Unlike many photographers who approached the scene as observers, Grossman was part of the community he photographed. His close friendships with artists, musicians, and performers gave him extraordinary access, resulting in images that feel immediate, spontaneous, and deeply personal. His subjects included Andy Warhol, Jean-Michel Basquiat, Debbie Harry, David Bowie, Iggy Pop, Lou Reed, Patti Smith, Talking Heads, The Ramones, William S. Burroughs, and many of the defining figures of the era.
His photographs appeared in publications including Rolling Stone, Interview, Artforum, The Village Voice, Soho Weekly News, The New York Times, Vogue, and MTV. He also produced promotional imagery for numerous musicians and artists, including the cover photograph for Talking Heads' landmark 1977 release Psycho Killer.
As the official photographer of Glenn O'Brien's legendary television program TV Party, Grossman documented one of the most influential intersections of art, music, film, and nightlife in New York history. His work was included in two landmark exhibitions that helped define the cultural landscape of the period: Colab's historic Times Square Show (1980) and Diego Cortez's groundbreaking New York/New Wave exhibition at P.S.1 (1981).

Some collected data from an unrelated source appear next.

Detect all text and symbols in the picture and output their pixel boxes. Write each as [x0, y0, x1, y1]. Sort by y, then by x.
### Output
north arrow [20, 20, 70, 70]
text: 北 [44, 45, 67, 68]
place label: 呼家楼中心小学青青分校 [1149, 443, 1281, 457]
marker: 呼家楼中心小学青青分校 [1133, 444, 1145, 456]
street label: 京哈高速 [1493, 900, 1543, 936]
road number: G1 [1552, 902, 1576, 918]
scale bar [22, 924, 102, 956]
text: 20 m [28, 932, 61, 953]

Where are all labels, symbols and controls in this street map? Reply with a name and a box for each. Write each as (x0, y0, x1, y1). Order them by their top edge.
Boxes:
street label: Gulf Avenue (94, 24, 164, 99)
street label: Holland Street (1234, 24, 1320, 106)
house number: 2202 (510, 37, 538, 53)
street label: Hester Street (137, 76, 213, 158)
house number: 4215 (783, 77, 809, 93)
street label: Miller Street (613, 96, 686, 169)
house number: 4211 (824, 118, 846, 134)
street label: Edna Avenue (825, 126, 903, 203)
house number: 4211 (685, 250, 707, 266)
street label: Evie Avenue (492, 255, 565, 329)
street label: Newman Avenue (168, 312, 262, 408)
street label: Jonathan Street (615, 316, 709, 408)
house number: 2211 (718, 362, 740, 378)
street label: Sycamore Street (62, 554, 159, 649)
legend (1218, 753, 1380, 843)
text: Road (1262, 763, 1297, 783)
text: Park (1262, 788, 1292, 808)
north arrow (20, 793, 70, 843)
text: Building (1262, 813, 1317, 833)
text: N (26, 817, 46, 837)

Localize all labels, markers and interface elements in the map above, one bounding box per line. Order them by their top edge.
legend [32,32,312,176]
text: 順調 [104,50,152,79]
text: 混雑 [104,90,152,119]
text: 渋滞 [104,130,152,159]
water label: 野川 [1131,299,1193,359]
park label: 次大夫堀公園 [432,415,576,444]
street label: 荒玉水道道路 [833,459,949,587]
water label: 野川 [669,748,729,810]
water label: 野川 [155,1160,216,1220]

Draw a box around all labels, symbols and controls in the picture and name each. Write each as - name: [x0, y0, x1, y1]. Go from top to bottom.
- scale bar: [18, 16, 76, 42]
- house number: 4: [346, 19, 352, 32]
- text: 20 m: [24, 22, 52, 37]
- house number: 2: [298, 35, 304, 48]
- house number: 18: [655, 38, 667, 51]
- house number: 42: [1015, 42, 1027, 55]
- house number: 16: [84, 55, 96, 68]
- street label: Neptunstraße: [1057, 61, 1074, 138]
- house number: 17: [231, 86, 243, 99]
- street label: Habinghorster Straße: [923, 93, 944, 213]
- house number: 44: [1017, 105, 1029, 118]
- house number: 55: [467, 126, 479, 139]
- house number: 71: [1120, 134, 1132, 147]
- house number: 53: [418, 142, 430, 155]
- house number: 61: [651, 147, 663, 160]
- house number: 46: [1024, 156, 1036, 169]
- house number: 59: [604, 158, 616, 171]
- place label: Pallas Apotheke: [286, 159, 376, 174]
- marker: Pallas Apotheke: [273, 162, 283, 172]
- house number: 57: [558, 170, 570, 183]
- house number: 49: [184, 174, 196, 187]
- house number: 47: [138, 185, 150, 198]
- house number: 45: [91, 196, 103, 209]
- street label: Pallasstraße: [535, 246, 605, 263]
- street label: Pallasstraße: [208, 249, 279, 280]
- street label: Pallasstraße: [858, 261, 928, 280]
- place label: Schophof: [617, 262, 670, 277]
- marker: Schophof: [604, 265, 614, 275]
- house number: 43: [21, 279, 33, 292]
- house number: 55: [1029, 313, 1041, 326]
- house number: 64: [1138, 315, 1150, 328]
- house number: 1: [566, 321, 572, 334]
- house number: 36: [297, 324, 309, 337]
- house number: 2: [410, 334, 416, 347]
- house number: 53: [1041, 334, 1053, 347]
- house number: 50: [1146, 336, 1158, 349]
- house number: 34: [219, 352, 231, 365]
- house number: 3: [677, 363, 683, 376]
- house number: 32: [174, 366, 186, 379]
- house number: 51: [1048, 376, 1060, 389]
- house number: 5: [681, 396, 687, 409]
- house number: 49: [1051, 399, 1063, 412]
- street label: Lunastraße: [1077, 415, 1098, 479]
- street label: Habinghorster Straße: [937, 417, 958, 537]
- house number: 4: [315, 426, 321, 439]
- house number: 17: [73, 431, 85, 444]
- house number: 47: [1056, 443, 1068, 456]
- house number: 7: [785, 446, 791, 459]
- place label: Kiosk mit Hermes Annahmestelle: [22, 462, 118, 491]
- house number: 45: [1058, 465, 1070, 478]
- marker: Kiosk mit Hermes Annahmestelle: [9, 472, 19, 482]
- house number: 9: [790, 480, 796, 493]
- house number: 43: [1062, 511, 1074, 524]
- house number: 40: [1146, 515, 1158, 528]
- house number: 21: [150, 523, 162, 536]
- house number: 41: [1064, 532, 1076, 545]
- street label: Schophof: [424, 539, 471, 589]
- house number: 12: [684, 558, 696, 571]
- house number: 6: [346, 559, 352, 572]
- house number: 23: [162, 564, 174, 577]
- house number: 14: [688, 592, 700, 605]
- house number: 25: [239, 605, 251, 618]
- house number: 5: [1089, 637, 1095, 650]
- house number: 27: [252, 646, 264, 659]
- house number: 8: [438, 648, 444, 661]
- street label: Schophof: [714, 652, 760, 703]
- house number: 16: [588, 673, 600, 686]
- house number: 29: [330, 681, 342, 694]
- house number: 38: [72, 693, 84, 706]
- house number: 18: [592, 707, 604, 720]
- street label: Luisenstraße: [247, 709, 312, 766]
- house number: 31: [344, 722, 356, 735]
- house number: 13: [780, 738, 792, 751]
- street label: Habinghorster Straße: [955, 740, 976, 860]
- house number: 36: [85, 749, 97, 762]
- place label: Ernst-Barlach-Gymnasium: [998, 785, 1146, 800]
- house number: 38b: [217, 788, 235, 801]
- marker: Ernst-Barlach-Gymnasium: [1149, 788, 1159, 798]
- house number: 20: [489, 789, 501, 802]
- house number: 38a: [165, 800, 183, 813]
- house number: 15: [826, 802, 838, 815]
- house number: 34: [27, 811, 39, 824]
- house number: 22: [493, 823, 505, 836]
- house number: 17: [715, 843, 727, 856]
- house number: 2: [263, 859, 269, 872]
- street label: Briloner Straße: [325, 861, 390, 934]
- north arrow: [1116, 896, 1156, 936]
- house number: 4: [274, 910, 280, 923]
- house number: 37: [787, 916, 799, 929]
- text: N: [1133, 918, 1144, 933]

Since then, Grossman's photographs have appeared in major museum exhibitions, publications, and documentaries devoted to contemporary art, punk, no wave, and downtown culture. His images have been reproduced in numerous biographies of Andy Warhol, Jean-Michel Basquiat, Blondie, Lou Reed, and William S. Burroughs, while his archive has contributed to acclaimed films including Jean-Michel Basquiat: The Radiant Child, Blank City, William S. Burroughs: A Man Within, and Boom for Real: The Late Teenage Years of Jean-Michel Basquiat.
Today, Bobby Grossman's photographs are recognized as an essential visual record of New York's downtown cultural renaissance and its lasting influence on contemporary art, music, and popular culture.